By Mike Duggan and Austin BeutnerA new kind of vehicle can be found on the streets of the Motor City, and it’s helping kids succeed. Since last fall, Vision To Learn’s mobile vision clinics have been visiting schools to provide eye exams and glasses to students, free of charge. The City of Detroit is working with the nonprofit organization to solve a problem of which most are unaware: many children are unable to see the board, read a book or complete their homework because they lack a pair of glasses.
The Detroit Health Department has long provided vision screenings to all school children, and nearly one in five students are typically identified with uncorrected vision issues. Despite the health department’s efforts, only 2% of these students ended up getting an eye exam, and almost all did not get glasses.
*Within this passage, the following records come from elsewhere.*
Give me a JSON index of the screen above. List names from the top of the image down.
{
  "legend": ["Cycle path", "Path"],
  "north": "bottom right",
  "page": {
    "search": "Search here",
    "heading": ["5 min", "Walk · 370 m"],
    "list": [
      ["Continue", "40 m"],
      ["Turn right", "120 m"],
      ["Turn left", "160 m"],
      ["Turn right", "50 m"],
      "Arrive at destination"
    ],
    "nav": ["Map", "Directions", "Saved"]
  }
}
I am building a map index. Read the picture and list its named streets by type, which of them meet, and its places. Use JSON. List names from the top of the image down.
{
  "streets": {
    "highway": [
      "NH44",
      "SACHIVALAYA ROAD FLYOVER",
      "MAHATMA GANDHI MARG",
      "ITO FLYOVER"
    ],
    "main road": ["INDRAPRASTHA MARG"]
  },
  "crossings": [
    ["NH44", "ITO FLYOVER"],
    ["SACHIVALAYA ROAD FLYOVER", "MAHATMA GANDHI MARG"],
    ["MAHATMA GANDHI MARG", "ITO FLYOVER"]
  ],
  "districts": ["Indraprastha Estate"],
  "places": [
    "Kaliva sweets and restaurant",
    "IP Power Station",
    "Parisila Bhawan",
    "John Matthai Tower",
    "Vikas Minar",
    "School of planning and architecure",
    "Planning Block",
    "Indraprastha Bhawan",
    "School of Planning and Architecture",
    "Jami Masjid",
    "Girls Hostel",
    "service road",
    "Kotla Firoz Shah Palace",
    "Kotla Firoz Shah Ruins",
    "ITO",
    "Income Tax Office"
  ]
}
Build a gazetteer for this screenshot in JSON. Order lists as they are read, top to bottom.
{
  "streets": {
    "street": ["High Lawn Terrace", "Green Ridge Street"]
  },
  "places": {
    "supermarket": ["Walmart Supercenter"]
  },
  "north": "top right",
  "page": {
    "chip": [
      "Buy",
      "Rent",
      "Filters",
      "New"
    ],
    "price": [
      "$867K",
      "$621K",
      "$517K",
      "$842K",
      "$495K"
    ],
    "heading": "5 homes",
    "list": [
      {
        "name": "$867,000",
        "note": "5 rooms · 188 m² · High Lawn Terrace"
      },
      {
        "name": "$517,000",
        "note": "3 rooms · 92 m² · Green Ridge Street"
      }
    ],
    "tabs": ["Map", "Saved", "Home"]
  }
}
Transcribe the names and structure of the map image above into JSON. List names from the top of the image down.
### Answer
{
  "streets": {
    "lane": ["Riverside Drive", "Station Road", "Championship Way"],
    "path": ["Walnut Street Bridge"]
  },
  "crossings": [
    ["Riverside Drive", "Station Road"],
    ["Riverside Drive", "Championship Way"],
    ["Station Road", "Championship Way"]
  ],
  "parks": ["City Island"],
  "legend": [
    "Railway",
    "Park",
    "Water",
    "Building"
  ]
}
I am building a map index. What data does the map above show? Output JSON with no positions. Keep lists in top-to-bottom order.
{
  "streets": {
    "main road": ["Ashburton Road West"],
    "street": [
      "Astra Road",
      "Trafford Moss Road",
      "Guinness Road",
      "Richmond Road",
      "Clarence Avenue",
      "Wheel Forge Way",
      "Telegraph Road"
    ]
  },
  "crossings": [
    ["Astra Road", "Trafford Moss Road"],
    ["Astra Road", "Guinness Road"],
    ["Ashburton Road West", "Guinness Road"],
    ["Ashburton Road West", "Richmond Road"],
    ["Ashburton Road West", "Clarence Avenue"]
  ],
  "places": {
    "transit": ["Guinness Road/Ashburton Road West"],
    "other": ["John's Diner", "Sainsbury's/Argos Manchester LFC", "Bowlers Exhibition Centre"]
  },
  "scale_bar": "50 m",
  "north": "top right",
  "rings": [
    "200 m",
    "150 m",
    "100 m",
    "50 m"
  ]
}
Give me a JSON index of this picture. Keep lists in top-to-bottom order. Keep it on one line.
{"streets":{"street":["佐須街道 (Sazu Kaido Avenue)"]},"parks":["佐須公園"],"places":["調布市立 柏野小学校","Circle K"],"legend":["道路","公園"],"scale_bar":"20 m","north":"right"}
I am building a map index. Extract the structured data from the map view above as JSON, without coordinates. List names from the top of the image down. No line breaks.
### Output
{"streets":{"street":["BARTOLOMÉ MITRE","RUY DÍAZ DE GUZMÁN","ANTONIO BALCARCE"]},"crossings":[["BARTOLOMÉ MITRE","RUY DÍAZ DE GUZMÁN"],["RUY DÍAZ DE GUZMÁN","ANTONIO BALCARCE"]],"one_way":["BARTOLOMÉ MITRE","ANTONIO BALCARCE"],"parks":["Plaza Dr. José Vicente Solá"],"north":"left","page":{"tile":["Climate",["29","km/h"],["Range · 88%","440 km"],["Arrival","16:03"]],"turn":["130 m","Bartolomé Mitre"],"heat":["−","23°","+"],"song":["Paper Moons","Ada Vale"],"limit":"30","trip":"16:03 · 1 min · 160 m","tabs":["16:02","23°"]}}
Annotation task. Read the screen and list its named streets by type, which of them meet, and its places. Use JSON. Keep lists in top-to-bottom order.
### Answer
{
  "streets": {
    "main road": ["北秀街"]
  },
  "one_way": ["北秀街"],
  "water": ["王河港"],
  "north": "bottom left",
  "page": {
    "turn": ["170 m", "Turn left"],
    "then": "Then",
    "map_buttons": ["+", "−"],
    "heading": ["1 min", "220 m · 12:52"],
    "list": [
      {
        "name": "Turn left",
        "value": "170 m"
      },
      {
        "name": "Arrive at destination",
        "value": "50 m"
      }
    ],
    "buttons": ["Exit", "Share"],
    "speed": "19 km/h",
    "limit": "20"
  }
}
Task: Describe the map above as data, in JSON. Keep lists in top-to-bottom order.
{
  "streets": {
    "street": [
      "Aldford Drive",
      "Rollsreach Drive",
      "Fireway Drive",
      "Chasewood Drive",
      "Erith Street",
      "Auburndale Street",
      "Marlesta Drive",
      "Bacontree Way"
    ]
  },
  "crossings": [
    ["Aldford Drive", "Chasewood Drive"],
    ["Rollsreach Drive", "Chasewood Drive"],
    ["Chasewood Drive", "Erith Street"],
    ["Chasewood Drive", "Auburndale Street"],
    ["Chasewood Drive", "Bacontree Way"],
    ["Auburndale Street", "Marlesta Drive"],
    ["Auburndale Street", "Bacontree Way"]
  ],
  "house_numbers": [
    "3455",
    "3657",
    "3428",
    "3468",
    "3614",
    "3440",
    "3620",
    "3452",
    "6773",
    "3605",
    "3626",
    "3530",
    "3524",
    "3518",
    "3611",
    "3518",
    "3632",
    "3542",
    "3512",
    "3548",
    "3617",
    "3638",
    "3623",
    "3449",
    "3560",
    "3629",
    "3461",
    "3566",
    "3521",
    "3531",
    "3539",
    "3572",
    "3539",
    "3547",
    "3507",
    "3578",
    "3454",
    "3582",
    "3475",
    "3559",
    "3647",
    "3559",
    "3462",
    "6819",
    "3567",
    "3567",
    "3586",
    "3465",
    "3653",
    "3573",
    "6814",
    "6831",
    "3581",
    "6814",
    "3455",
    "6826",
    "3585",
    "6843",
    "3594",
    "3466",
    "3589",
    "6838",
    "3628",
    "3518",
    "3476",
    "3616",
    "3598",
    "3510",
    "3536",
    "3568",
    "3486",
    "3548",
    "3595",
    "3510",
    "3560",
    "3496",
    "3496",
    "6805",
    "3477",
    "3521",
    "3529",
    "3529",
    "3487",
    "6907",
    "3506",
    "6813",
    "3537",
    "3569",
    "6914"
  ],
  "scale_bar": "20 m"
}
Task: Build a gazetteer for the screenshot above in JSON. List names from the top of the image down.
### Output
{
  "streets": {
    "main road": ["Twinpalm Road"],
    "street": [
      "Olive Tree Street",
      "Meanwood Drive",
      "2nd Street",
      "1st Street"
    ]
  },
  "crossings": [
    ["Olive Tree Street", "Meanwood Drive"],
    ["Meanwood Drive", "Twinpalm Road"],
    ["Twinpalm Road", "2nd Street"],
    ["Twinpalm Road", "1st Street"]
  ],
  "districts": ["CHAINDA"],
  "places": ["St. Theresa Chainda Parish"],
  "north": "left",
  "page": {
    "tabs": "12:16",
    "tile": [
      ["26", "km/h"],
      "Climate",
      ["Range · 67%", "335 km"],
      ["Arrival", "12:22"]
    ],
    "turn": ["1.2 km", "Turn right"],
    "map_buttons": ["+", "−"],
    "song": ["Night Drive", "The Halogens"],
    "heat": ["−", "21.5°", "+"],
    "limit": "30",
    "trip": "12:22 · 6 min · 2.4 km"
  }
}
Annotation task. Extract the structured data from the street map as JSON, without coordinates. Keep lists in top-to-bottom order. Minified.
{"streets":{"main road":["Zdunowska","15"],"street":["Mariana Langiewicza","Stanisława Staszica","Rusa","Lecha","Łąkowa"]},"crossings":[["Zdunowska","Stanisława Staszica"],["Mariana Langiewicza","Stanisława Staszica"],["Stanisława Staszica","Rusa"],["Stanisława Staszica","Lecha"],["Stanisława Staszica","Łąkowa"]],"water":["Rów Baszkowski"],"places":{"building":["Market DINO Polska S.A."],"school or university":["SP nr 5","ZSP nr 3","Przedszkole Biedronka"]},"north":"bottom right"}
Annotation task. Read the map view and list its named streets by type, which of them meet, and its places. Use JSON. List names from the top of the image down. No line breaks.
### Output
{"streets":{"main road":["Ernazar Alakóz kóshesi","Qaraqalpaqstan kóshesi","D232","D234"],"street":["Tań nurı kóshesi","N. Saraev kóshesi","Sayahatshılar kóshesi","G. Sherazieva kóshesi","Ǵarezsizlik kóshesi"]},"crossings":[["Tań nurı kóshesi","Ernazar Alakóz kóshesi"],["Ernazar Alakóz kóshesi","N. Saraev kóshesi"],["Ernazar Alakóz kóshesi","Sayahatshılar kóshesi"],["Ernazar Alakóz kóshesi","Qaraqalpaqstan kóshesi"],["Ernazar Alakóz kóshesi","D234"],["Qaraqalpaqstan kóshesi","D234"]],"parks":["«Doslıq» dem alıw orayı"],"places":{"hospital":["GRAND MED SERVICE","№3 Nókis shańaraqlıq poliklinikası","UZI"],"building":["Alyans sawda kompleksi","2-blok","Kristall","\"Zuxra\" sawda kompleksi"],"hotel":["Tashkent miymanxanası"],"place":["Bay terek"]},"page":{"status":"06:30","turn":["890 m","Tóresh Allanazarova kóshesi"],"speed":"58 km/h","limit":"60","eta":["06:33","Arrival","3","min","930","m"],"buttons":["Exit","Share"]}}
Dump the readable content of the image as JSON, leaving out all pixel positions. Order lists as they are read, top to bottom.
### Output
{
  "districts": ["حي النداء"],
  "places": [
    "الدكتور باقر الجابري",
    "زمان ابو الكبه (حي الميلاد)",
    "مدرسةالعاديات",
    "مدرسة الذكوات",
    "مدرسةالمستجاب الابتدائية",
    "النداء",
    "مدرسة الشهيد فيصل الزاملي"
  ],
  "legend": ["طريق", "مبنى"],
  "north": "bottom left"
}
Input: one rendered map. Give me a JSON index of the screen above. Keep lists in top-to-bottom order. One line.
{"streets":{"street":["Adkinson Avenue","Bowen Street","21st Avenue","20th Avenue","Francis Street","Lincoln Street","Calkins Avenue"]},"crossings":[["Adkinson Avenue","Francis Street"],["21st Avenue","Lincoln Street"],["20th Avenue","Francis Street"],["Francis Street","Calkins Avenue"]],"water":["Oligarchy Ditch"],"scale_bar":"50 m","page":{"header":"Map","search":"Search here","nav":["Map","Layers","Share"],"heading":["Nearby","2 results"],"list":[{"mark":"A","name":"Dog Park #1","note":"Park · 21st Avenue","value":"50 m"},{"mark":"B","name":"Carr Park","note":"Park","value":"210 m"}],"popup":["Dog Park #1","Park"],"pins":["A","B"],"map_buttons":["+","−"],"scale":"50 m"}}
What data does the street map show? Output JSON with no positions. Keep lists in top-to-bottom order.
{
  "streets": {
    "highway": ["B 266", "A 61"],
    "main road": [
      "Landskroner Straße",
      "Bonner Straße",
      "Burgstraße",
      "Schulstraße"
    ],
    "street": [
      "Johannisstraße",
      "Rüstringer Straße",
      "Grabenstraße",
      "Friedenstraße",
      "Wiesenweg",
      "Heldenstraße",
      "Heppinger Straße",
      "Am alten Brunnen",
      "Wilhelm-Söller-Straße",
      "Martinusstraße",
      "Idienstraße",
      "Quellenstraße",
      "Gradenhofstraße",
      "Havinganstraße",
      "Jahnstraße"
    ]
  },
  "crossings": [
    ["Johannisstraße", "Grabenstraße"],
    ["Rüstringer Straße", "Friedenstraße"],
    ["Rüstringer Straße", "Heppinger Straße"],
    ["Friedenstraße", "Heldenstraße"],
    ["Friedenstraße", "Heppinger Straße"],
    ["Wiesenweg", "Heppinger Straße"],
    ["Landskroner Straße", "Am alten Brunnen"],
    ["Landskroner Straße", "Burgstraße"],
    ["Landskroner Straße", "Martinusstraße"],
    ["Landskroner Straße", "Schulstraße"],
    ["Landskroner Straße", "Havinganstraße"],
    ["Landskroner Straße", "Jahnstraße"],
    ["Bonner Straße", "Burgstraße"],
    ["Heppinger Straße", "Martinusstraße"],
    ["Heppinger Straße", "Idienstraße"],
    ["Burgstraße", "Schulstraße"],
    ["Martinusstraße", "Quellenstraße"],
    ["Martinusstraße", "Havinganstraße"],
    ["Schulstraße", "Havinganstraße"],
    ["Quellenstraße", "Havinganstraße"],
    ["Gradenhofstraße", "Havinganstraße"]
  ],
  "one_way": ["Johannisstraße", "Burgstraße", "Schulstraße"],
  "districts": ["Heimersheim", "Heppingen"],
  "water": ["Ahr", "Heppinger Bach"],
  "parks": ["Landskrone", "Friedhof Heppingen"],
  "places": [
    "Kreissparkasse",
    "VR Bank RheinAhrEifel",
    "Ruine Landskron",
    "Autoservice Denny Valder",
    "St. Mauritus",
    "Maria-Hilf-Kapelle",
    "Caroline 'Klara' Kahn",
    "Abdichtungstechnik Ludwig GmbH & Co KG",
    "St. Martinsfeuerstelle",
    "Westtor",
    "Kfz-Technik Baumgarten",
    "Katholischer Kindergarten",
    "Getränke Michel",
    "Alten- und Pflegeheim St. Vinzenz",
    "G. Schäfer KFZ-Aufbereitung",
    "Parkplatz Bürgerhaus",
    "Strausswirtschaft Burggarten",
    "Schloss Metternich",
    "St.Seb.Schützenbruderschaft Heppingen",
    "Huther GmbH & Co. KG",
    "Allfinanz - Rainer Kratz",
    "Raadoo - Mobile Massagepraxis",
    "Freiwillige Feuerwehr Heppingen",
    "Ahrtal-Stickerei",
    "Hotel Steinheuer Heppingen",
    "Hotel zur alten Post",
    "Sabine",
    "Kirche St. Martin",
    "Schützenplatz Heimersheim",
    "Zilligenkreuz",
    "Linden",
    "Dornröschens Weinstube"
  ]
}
Uncorrected vision issues can make schoolwork difficult, causing kids to fall behind in reading and math, and can affect classroom behavior. Equally concerning are the high rates of youth in juvenile detention facilities with vision issues. A kindergartner with vision issues is often misdiagnosed as a behavior problem or considered a “problem child.” By 4th grade he or she is mislabeled a slow learner, falls behind and receives nothing but negative feedback. By 8th grade, rewards on the street are easier to find than they are in school. A study of children at King County Juvenile Center in Washington found that 80% had uncorrected vision issues.
Vision To Learn’s mobile clinics bring the solution every day to kids at school. Trained eye care professionals provide eye exams to students, and students choose their glasses from a wide selection of colors, sizes and styles. Every student who needs glasses is provided with them, regardless of insurance coverage, immigration status, or family’s income.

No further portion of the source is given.